La mancata correlazione tra bassa ricchezza e alta fertilità pone la Cina di fronte allo spettro di una numerosa generazione di anziani fortemente esposti a rischio povertà. La maggior parte dei prossimi pensionati cinesi, di fatto, avrà lavorato principalmente durante periodi di bassa prosperità economica e non potrà così contare su un risparmio privato (sia sotto forma di accumulazione diretta, che di contribuiti versati) sufficiente a trascorre una vecchiaia economicamente serena. Inoltre, i futuri pensionati cinesi saranno sprovvisti di una seconda generazione che possa contribuire al reddito familiare. La situazione è ancora più grave nelle campagne, dove spesso gli anziani si ritrovano soli per via dell’emigrazione dei figli verso i centri urbani, e dove i servizi statali sono minori ed il risparmio accumulato più basso.

Infine, le politiche di controllo della natalità hanno ulteriormente acuito lo squilibrio tra numero di nati prima della legge (il tasso di fertilità nel 1968 era pari a 6) e non, con evidenti ricadute sul tasso di dipendenza futuro, incidendo pesantemente sulla sostenibilità del sistema pensionistico cinese.

Nei prossimi 15-20 anni si stima che la Cina avrà circa 150 milioni di nuovi anziani, mentre la popolazione potrebbe perdere quasi 100 milioni di individui, portando così il numero degli over 65 ad una cifra che oscilla tra il 25% ed il 30% del totale della popolazione6.

Di fronte a questo scenario, l’adozione di nuove politiche sociali è diventata una priorità per le autorità di Pechino. Il sistema pubblico pensionistico cinese si compone di due grandi categorie: il BOAI (Basic Old Age Insurance), che raccoglie circa 400 milioni di dipendenti, ed il Resident Scheme, che copre 512,6 milioni di lavoratori, principalmente artigiani e dediti al settore agricolo. Ad oggi i contributi versati da lavoratori ed imprese non sono sufficienti a coprire i due fondi ed è necessaria un’integrazione con risorse provenienti dal bilancio pubblico, pari a circa il 3% del budget statale. Con l’uscita dal lavoro di milioni di lavoratori, la pressione sulle finanze pubbliche sarà molto forte. Si stima che la spesa pubblica legata alle pensioni sia già cresciuta del 140% tra il 2011 e il 2016 e che questa sia destinata ad arrivare fino al 20% del budget entro il 2050. Il tutto senza considerare quell’aumento della rendita media delle pensioni che sarebbe necessario per assicurare condizioni di vita dignitose ad una fetta di popolazione così ampia e sovraesposta a rischio povertà, accentuato dall’aumento del costo della vita legato alla crescita economica recente, soprattutto nelle città. Si stima che, in media, la pensione mensile di un lavoratore si aggiri tra i 2000 e i 3000 yuan (pari a circa 257 e 385 euro). Altri effetti economici correlati all’involuzione demografica riguarderanno possibili minori entrate da tassazione diretta, legate al minor numero di lavoratori, una contrazione dei consumi interna, dovuta alla minore propensione marginale al consumo degli anziani, oltre ad un aumento di voci di spesa pubblica come quella sanitaria.

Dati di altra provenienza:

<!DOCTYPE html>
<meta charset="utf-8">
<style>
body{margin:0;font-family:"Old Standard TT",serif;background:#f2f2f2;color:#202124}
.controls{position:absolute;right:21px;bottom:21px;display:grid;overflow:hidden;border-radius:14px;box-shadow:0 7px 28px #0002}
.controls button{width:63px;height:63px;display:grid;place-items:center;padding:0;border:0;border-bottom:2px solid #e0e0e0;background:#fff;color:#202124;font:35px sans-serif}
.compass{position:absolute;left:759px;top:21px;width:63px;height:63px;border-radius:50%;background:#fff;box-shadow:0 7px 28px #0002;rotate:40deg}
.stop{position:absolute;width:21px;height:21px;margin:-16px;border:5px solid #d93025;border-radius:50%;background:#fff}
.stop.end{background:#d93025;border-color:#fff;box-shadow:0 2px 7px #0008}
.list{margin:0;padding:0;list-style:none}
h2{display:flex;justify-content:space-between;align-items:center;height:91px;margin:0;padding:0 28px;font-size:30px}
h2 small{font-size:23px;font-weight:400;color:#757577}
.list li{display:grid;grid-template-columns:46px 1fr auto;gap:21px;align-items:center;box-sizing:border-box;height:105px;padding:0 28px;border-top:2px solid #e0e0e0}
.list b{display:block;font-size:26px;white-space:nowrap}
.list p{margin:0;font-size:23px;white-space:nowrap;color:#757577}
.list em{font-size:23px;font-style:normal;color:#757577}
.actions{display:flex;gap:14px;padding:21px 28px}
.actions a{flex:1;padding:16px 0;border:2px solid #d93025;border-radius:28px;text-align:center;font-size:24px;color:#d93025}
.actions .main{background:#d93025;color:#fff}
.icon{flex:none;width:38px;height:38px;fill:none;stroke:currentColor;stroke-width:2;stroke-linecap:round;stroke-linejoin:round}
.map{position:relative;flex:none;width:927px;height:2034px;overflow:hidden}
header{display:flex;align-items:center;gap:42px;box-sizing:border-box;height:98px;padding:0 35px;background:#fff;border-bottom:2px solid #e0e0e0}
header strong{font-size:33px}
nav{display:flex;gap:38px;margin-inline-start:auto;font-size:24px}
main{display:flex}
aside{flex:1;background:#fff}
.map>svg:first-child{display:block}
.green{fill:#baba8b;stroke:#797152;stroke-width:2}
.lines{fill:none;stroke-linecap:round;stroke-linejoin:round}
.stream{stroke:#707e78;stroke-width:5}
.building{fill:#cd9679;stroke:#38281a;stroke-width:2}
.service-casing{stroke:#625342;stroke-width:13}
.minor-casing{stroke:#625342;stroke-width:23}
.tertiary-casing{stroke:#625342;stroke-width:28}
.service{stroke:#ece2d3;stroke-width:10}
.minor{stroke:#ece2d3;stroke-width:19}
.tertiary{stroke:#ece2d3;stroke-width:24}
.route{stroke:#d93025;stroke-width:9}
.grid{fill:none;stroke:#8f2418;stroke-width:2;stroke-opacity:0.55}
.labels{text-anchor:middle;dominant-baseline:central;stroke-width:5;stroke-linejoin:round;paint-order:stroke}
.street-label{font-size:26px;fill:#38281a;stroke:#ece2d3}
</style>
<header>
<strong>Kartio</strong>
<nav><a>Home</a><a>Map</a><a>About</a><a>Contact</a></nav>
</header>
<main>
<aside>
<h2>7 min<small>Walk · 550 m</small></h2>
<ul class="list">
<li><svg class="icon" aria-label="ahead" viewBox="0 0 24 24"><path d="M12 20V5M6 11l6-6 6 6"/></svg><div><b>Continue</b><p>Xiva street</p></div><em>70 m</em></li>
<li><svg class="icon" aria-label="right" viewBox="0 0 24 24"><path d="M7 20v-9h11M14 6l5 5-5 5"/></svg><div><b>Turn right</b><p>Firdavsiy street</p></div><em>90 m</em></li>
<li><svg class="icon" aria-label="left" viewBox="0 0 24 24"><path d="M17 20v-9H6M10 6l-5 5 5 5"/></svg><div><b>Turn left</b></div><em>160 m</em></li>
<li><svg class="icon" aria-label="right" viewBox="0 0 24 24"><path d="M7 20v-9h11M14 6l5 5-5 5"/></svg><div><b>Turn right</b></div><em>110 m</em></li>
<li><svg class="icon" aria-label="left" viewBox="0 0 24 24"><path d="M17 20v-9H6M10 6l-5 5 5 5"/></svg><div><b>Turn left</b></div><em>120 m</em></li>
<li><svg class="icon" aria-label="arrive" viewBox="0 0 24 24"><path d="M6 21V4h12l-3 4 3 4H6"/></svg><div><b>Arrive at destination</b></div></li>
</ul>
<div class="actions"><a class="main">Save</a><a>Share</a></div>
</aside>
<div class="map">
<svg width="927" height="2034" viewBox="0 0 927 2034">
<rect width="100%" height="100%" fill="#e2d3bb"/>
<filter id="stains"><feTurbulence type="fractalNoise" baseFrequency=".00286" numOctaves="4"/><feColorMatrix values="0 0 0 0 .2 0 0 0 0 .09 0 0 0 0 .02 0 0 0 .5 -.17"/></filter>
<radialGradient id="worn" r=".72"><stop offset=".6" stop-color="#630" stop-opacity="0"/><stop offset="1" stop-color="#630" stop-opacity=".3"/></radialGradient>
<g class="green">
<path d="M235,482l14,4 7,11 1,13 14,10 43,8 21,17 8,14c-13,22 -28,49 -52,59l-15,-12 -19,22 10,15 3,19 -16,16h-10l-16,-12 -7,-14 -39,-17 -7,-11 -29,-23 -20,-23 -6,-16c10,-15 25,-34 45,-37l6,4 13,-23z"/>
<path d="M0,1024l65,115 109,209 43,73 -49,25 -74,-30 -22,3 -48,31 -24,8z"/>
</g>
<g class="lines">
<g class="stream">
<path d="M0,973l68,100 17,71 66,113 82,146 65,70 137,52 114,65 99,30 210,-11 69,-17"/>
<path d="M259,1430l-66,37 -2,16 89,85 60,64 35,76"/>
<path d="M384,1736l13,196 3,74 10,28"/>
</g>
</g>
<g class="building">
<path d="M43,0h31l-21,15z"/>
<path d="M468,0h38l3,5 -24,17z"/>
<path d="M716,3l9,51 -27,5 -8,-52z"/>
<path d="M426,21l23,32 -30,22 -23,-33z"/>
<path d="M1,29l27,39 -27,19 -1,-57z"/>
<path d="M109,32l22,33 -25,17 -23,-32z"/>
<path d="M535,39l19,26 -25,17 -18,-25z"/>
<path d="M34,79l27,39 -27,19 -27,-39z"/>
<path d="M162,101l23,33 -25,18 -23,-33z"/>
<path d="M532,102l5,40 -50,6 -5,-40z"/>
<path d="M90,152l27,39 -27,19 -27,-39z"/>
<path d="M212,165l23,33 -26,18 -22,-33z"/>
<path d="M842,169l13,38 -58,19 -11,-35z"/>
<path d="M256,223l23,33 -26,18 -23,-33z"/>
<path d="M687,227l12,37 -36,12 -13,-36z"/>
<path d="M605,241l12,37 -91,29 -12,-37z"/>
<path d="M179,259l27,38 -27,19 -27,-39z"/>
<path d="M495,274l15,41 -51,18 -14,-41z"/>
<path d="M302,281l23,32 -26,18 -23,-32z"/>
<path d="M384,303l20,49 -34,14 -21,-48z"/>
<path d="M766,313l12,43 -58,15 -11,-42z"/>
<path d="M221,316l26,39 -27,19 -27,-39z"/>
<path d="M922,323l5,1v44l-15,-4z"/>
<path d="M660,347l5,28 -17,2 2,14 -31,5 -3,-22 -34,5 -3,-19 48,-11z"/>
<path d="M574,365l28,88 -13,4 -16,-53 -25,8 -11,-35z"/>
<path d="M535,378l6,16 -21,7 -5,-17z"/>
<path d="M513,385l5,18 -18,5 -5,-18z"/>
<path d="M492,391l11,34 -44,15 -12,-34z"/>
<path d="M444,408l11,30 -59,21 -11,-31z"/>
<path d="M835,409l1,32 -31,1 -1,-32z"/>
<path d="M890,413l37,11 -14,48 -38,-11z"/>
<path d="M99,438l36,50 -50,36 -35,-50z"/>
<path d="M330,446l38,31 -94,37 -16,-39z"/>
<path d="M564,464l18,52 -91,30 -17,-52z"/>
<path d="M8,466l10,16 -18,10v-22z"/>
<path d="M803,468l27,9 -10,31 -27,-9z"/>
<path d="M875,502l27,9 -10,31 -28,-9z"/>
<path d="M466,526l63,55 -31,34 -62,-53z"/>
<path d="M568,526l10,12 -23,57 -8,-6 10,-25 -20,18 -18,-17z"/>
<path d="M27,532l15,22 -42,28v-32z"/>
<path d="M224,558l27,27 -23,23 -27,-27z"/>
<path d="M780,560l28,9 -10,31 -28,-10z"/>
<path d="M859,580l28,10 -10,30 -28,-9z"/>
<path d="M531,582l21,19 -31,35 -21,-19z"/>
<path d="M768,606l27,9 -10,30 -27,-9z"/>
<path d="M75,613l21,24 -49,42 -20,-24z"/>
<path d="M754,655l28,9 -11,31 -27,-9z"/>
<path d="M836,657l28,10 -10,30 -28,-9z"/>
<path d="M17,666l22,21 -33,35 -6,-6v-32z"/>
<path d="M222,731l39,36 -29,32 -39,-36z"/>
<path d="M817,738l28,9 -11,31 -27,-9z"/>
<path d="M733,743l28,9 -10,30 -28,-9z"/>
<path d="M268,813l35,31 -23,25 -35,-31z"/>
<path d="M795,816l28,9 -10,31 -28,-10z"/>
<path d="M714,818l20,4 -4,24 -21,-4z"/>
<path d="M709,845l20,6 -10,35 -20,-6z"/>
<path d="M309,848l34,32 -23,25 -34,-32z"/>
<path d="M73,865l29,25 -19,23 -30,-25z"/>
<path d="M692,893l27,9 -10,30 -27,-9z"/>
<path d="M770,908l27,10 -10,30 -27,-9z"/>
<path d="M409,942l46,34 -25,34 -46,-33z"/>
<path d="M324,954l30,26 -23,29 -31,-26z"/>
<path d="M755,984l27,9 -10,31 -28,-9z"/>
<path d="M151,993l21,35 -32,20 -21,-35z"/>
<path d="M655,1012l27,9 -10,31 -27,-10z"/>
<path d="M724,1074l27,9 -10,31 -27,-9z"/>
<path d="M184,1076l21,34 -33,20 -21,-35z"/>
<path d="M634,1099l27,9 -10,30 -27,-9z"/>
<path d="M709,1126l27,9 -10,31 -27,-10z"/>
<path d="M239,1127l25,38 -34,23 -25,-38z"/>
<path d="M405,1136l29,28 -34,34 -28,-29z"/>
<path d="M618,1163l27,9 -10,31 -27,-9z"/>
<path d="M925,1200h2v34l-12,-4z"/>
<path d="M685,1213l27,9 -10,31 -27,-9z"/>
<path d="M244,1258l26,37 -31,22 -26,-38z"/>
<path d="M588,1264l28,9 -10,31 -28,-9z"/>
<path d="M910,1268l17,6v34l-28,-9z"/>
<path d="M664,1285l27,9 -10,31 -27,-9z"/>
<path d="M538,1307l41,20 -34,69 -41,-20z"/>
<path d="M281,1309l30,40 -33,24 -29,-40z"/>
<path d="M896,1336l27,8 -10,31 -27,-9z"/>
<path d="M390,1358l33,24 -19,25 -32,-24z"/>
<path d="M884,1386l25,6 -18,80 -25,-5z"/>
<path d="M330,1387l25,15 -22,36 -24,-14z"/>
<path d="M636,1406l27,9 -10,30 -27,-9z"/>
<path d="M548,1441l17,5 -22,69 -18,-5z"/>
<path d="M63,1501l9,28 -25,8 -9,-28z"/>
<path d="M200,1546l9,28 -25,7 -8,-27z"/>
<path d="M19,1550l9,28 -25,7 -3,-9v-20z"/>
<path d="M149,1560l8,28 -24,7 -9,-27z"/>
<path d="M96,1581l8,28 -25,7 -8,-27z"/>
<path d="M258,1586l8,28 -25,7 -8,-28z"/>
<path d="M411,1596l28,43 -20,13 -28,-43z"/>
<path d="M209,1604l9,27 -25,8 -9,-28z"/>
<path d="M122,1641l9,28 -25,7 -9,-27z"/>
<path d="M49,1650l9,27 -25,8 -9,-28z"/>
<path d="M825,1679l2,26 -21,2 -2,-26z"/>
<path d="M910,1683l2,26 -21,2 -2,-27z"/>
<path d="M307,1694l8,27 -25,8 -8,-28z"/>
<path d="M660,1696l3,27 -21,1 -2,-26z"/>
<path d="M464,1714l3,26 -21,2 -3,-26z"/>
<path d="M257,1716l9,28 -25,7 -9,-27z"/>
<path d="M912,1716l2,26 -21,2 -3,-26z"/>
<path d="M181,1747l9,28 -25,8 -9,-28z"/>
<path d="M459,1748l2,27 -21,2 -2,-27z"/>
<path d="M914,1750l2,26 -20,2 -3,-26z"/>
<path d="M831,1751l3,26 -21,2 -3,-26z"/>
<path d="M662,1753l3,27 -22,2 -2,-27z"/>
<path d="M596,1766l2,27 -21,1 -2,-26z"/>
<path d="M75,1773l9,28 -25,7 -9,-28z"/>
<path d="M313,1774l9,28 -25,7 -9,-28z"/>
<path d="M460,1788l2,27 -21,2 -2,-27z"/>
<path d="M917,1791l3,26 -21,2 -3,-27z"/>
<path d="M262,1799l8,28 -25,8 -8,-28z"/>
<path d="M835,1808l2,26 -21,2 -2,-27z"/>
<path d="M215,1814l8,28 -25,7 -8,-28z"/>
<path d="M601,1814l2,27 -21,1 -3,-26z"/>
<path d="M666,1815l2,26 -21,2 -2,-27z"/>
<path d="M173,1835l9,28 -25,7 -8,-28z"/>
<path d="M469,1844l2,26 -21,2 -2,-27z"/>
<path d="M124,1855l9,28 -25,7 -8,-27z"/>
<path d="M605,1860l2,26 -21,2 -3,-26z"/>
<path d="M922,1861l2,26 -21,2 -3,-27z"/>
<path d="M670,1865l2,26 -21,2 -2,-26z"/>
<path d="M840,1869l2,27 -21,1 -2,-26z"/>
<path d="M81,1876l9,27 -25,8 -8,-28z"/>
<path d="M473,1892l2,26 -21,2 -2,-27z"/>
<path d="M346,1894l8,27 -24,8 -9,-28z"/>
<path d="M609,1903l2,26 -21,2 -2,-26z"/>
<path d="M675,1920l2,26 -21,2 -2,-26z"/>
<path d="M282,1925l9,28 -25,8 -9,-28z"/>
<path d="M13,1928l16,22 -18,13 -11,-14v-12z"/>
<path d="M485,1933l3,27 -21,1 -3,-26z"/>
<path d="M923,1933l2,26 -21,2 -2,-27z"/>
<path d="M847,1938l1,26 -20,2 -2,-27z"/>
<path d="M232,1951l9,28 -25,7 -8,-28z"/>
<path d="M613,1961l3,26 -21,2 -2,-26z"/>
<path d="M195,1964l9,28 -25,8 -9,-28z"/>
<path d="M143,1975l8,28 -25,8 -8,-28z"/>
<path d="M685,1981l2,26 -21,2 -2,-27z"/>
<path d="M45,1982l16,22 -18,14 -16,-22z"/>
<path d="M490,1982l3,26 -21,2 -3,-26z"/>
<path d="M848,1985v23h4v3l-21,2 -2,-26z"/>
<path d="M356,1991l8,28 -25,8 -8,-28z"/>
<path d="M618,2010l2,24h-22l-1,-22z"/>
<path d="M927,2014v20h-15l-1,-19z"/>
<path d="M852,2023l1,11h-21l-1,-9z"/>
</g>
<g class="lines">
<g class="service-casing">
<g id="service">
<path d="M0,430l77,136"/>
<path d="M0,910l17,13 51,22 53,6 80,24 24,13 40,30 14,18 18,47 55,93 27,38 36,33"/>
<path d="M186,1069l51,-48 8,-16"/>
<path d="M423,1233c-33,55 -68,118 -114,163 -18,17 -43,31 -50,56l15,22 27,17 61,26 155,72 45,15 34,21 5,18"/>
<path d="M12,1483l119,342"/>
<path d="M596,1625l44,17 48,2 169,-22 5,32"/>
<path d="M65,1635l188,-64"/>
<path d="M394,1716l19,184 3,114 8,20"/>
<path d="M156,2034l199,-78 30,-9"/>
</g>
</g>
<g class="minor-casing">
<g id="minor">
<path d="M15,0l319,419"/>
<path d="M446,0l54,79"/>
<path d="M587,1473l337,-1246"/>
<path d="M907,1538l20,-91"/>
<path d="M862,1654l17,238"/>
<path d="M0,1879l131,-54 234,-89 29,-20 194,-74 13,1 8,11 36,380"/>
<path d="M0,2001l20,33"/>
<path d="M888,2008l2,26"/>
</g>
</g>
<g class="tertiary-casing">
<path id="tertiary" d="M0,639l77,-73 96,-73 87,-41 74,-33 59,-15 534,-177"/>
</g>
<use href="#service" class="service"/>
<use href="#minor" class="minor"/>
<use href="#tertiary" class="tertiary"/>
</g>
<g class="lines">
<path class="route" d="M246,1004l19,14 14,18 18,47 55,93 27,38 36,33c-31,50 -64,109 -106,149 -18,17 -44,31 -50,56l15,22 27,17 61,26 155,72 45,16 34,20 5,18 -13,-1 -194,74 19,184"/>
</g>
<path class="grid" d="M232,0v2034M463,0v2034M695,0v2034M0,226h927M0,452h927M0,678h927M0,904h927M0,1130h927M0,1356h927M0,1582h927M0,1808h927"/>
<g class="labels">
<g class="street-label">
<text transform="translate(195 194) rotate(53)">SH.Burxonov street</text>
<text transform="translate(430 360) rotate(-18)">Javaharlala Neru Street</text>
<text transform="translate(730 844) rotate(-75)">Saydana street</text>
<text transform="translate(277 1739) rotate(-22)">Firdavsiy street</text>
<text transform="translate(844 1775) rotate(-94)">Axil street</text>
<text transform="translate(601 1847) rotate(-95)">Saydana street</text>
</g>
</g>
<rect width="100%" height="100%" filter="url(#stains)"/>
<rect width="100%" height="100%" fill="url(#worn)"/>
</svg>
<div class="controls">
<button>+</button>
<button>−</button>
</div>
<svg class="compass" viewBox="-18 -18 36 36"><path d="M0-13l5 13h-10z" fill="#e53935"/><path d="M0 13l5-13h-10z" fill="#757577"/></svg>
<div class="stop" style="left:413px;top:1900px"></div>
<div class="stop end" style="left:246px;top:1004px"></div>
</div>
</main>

Per poter bilanciare la pressione sui conti pubblici, il Governo cinese deve affrontare diverse situazioni spinose.

In primis sicuramente quella dell’età pensionabile, ancora molto bassa (60 anni per uomini e 55 per le donne, 50 se operaie), di fronte ad un’aspettativa di vita di 77,5 anni, destinata ad aumentare. L’innalzamento dell’età pensionabile, in linea con quella dei Paesi maggiormente sviluppati, non pare rimandabile nel lungo periodo, ma il Governo deve certamente tenere presenti eventuali ripercussioni negative in termini di tensioni sociali che un provvedimento del genere potrebbe portare in dote.

Inoltre, al fine di compensare la perdita quantitativa di lavoro, la Cina dovrà intensificare l’investimento in capitale umano, ricerca e sviluppo. In questa direzione sembra muoversi anche il piano strategico Made in China 2025, che punta a convertire l’economia cinese da settori altamente intensivi in termini di lavoro verso settori ad alto coefficiente tecnologico. Questo processo potrebbe contribuire allo sviluppo qualitativo dell’economia nazionale e, con essa, portare ad un innalzamento dei salari previsti per i lavoratori, nonché, di conseguenza, ad un incremento della tassazione dei redditi, al fine di finanziare le pensioni. La necessità di trovare una soluzione alle possibili difficoltà legate alla sostenibilità del sistema pensionistico trova conferma anche nell’interesse del Governo di valutare l’implementazione sia di nuovi metodi di risparmio per i lavoratori, attraverso il rafforzamento del ruolo dei fondi di investimento, sia di ridurre le disparità di rendite pensionistiche, non solo tra lavoratori pubblici e privati, ma anche tra aree rurali e urbane.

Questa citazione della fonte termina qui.